The Ecuadoreans attempted to execute the judgment in the United States, but several courts have ruled that it isn’t enforceable in the United States after it was found that the plaintiffs’ legal counsel obtained the original decision in Ecuador through fraud, coercion and bribery. The Ecuadoreans dispute the findings.
“Even innocent clients may not benefit from the fraud of their attorney,” an August ruling from the U.S. Court of Appeals for the Second Circuit stated, upholding a lower-court decision.
In addition to their campaign in Canada, the plaintiffs have also made similar attempts to collect the $9.51-billion judgment in Brazil and Argentina.

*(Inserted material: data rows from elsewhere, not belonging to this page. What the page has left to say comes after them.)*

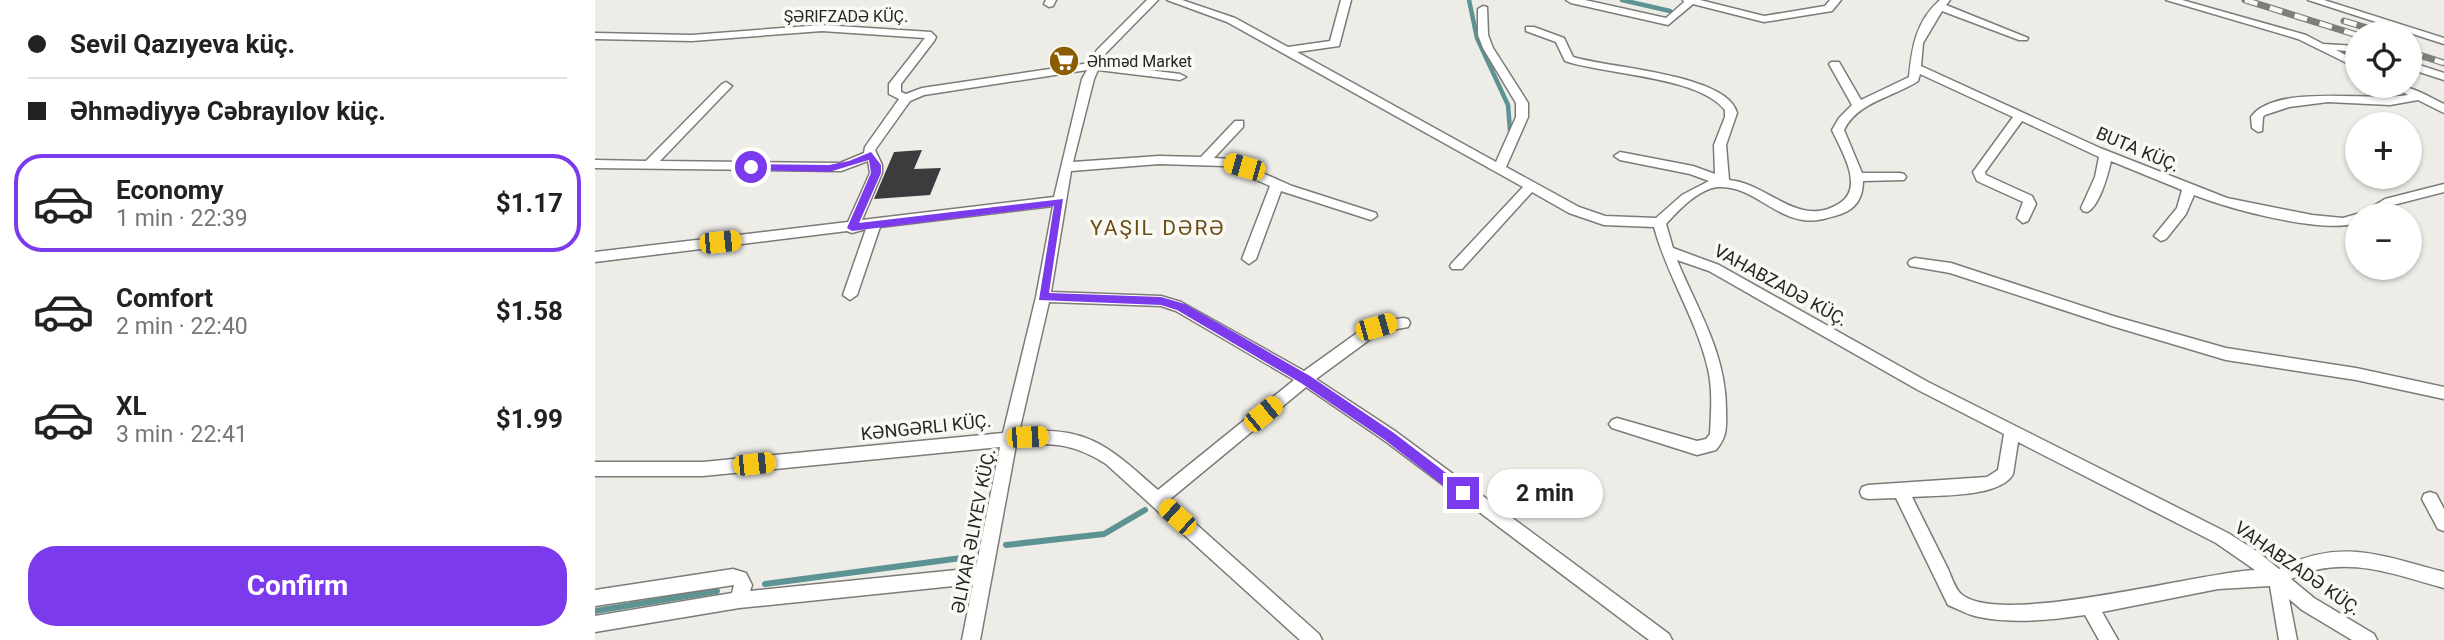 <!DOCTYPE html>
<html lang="en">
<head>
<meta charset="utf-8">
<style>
  :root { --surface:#fff; --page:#f2f2f2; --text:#222; --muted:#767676; --line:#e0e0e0; --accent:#7c3aed }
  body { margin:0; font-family:Roboto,sans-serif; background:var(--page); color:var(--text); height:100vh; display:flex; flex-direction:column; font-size:26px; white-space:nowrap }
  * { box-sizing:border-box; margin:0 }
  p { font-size:23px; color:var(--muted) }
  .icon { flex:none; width:38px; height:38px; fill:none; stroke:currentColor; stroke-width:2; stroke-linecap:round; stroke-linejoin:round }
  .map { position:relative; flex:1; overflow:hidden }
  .panel { display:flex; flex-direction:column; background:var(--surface); width:595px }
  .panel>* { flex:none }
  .hud { display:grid; align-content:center; height:154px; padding:0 28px; background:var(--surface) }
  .controls { position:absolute; left:1750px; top:21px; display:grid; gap:14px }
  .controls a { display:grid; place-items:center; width:77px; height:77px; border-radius:50%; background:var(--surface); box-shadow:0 2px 5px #0004; font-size:35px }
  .end { position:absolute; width:32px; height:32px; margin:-16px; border:9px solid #7c3aed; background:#fff; box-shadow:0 0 0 4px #fff }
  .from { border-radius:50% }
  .bubble { position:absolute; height:49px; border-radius:24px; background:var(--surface); box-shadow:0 2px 5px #0004; font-size:23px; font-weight:700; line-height:49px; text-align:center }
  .car { position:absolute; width:21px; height:42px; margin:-21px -10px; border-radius:9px; box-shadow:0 0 5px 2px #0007; background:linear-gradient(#f5c518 24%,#345 0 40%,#f5c518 0 76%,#345 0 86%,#f5c518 0) }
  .hud b { display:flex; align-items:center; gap:24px; height:66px; font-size:26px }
  .hud b+b { border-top:2px solid var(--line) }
  .hud i { width:18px; height:18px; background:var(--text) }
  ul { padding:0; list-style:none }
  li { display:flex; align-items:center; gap:21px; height:98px; margin:0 14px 10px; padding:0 14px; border:4px solid transparent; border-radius:28px }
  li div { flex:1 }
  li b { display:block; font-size:26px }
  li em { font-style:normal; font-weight:700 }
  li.on { border-color:var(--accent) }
  li>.icon { width:63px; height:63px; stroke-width:1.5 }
  .cta { display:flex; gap:14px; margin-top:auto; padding:14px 28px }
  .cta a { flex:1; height:80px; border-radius:28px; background:var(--accent); color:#fff; font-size:28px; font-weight:700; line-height:80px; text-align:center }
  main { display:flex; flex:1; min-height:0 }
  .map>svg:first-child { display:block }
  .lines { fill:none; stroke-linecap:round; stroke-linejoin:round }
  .stream-far1 { stroke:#5d9393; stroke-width:4.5 }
  .stream { stroke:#5d9393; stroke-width:6 }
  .building { fill:#3e3b3e }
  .minor-casing { stroke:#7c7b77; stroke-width:3 }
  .minor { fill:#fff; fill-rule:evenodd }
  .rail-casing { stroke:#7e7d7a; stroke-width:7 }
  .rail { stroke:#fafaf5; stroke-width:4.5; stroke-dasharray:13; stroke-linecap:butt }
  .route { fill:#7c3aed }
  .labels { text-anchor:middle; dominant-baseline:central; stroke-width:7; stroke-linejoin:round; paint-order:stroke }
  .far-street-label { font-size:16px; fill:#262524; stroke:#fafaf5 }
  .far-poi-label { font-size:16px; fill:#262524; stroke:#fafaf5; text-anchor:start }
  .street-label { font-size:18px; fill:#262524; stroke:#fafaf5 }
  .quarter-label { font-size:21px; letter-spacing:2px; fill:#6d4d19; stroke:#fafaf5 }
</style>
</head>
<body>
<main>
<section class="panel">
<div class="hud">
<b><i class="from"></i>Sevil Qazıyeva küç.</b>
<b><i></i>Əhmədiyyə Cəbrayılov küç.</b>
</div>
<ul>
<li class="on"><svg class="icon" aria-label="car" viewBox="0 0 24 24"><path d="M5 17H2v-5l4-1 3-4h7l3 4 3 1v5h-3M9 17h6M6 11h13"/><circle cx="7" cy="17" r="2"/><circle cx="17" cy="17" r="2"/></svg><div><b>Economy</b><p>1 min · 22:39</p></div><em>$1.17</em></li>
<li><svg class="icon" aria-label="car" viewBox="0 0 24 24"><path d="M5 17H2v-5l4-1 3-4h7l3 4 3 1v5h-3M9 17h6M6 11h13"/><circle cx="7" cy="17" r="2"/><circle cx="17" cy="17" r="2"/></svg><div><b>Comfort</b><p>2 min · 22:40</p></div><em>$1.58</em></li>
<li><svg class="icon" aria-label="car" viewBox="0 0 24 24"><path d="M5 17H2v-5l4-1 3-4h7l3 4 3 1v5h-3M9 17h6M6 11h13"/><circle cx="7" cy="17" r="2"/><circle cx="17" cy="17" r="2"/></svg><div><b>XL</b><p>3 min · 22:41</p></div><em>$1.99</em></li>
</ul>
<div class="cta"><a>Confirm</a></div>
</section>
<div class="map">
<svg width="1849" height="640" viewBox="0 0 1849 640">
  <rect width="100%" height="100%" fill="#edece7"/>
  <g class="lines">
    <!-- stream-far1 -->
    <path class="stream-far1" d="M874,0L882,38L913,105L915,130
      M1027,0L1075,11"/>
    <!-- stream -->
    <path class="stream" d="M411,545L509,534L550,510
      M170,584L374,557
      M0,611L122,591"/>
  </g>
  <!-- building -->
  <path class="building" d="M327,150L319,169L346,168L335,195L279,199L299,152Z"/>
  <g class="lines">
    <!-- minor casing -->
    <g class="minor-casing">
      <path id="minor" d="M451,0H461L458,6L454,7L449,4Z
        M552,0H563L511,53L506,64L585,74L591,77L585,80L503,70L499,79L478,162L564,156L606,157L640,121H648V127L619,158L636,159L697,186L781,213L782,216L776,220L686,191L661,259L654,264L647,259L675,186L630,166L564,164L476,171L456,292L566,296L586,302L709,371L776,323L808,318L813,319L815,323L813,327L785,332L721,379L800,431L1074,634L1077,640H1054L790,441L711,387L574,500L724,634L727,640H705L511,464C480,444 458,442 421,445L385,640H367L378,584L144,608L0,632V616L137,593L139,585L0,606V590L138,569L151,573L157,585L155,591L381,568L405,447L108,476H0V462H108L408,433L441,297L458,206L285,227L262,295L255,300L248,295L271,229L257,233L252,231L0,262V252L253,222L275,173L273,161L246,171L0,168V160L51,161L127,84L131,82L137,86L135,88L65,161L245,163L269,153L270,147L304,99L294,94V84L330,38L227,31L97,41L0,39V33L97,35L227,25L336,32L341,37L339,41L306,84V92L311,94L327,88L495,63L502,50ZM492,70L487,79L459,197L267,220L287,173V165L280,150L315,101L329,95ZM454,302L566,306L581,311L699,380L563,490C514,447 493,425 424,432Z
        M572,0H587L640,18L693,47L735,41L746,0H756L744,46L702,52L901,162L921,117V103L888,48L883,35V9L888,6L892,7L893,35L898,48L933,103V117L911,167L984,207L1010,216L1061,218L1087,195L1114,181L1095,174L1025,160L1019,156L1025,152L1098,166L1120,174L1119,145L1130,117V110C1103,76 1012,75 970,61L961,42L931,31V27H939L969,38L978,57C1013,68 1133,74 1142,113L1131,145L1134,180C1173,183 1204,230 1245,203C1270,187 1246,150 1237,130L1244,118L1257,105L1234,64L1236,62H1244L1266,100L1314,77C1317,47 1321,21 1345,0H1355L1351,5L1433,38L1432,40H1424L1347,11L1328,43L1326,66L1505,148L1632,198L1717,215L1748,218L1762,214L1764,215L1790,199L1849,184V192L1798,205L1780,215H1762V223C1726,234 1635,209 1599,195L1591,214L1571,239L1566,241L1559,236L1582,208L1587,190L1516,161C1513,175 1504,207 1492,212L1488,211L1486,208L1500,177L1504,157L1427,121L1390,172L1391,175L1437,196L1441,204L1433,221L1428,223L1422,218L1428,202L1382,181L1378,172L1418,117L1325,74L1323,81C1299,97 1262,102 1249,130L1267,173H1305L1309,174L1311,177L1309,180L1268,181C1268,197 1261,209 1246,214C1233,218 1221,222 1208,220C1178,216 1155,185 1123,187C1103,189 1084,210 1071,224L1078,248L1124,265L1333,382L1633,533L1663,552L1684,569C1745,537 1787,556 1849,572V588C1798,574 1747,553 1696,579L1719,598L1779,634L1782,640H1757L1707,610L1694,599L1702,640H1684L1675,586L1623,589L1507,612L1523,640H1504L1490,615C1455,620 1419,624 1384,617C1373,615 1363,609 1353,605L1301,498L1273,499L1267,497L1265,492L1267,487L1273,485L1392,477L1403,470L1409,434L1323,390L1114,271L1082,260C1102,309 1131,353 1131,409C1131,427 1133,435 1121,450L1102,455L1017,428L1014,424L1017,420L1022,418L1102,441L1111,439L1115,434C1116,413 1118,390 1113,369C1102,320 1072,276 1059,227L1009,225L974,213L937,192L867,269H857L855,266L857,263L928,187L632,22ZM1423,442L1621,543L1660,570C1605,572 1401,629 1365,593C1360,588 1356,576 1353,569C1341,545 1329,521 1317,497C1342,495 1405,498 1418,474Z
        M971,0H990L1071,18L1089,2L1088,0H1105L1169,16L1230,6L1235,0H1246L1237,11L1169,22L1098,4L1073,25L976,3Z
        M1571,0H1587L1711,35L1728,44L1762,46V52L1741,50L1762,61V68L1703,39Z
        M1713,0H1729L1849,38V44Z
        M1815,62L1849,73V80L1815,69Z
        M1797,86C1817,85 1832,96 1849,104V113L1823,100L1795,105L1733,102L1694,107L1670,115L1668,117L1667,131L1663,132L1657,128L1656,117C1680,83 1775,102 1813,95Z
        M1320,258L1356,263L1518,316L1631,348L1761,368L1849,387V399L1761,380L1631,360L1517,326L1355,273L1315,266L1313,263L1315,260Z
        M1835,492L1841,494L1849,509V531L1843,529L1827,499L1829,494Z"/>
    </g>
    <!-- minor -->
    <use href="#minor" class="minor"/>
    <!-- rail casing -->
    <g class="rail-casing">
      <path id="rail" d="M1650,0L1762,35
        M1749,21L1789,33
        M1815,52L1849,63"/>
    </g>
    <!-- rail -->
    <use href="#rail" class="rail"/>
  </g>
  <!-- route -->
  <path class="route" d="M276,152L286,165V173L264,223L468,199L454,293L566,297L590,304L715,376L799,433L872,489V497H863L790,440L706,383L582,310L566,305L444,300L459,206L257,231L252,228L276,173L274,160L234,172L156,170L151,167L156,164L234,165L254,161Z"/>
  <!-- icons -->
  <defs>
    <g id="supermarket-disc" transform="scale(1.575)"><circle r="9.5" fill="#8a5d00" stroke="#fafaf5"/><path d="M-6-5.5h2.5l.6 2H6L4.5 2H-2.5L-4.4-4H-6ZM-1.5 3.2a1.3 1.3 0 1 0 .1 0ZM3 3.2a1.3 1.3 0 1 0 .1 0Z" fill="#fff"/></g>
  </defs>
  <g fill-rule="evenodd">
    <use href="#supermarket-disc" x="469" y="61"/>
  </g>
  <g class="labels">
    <!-- far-street labels -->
    <g class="far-street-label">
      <text x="251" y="16">ŞƏRIFZADƏ KÜÇ.</text>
    </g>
    <!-- far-poi labels -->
    <g class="far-poi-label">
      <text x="492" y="61">Əhməd Market</text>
    </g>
    <!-- street labels -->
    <g class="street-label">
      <text transform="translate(1543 149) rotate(23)">BUTA KÜÇ.</text>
      <text transform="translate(1186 285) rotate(29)">VAHABZADƏ KÜÇ.</text>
      <text transform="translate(331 427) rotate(-6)">KƏNGƏRLI KÜÇ.</text>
      <text transform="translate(378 531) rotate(-79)">ƏLIYAR ƏLIYEV KÜÇ.</text>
      <text transform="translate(1703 568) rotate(35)">VAHABZADƏ KÜÇ.</text>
    </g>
    <!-- quarter labels -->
    <g class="quarter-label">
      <text x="563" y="228">YAŞIL DƏRƏ</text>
    </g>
  </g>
</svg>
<div class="controls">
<a><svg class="icon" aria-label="locate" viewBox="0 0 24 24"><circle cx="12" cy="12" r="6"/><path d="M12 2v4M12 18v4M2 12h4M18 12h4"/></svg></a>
<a>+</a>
<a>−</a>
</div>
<i class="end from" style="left:156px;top:167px"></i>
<i class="end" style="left:868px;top:493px"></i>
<div class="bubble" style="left:892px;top:469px;width:116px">2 min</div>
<i class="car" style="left:649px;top:167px;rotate:286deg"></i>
<i class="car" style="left:125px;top:242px;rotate:84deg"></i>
<i class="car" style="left:781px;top:327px;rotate:74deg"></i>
<i class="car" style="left:668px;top:414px;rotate:51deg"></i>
<i class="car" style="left:432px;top:437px;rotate:88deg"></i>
<i class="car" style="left:159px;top:464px;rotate:84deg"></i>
<i class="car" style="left:582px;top:517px;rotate:312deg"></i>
</div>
</main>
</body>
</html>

A pillar of Chevron’s litigation strategy here in Canada continues to be a principle known as the corporate veil, or the legal separateness between a parent company and its subsidiaries that insulates one entity from the liabilities of the other.
“The plaintiffs seek to evade the bedrock principle of corporate separateness in Ontario in an effort to apply pressure to Chevron Corp.,” lawyers for Chevron said in filings submitted this summer.
Chevron Canada, it contends, is a seventh-level indirect subsidiary of parent company Chevron Corp. with its own board and financials. However, it does receive “high-level oversight and strategic input” from its U.S. parent, lawyers for the Chevron companies said in their filings.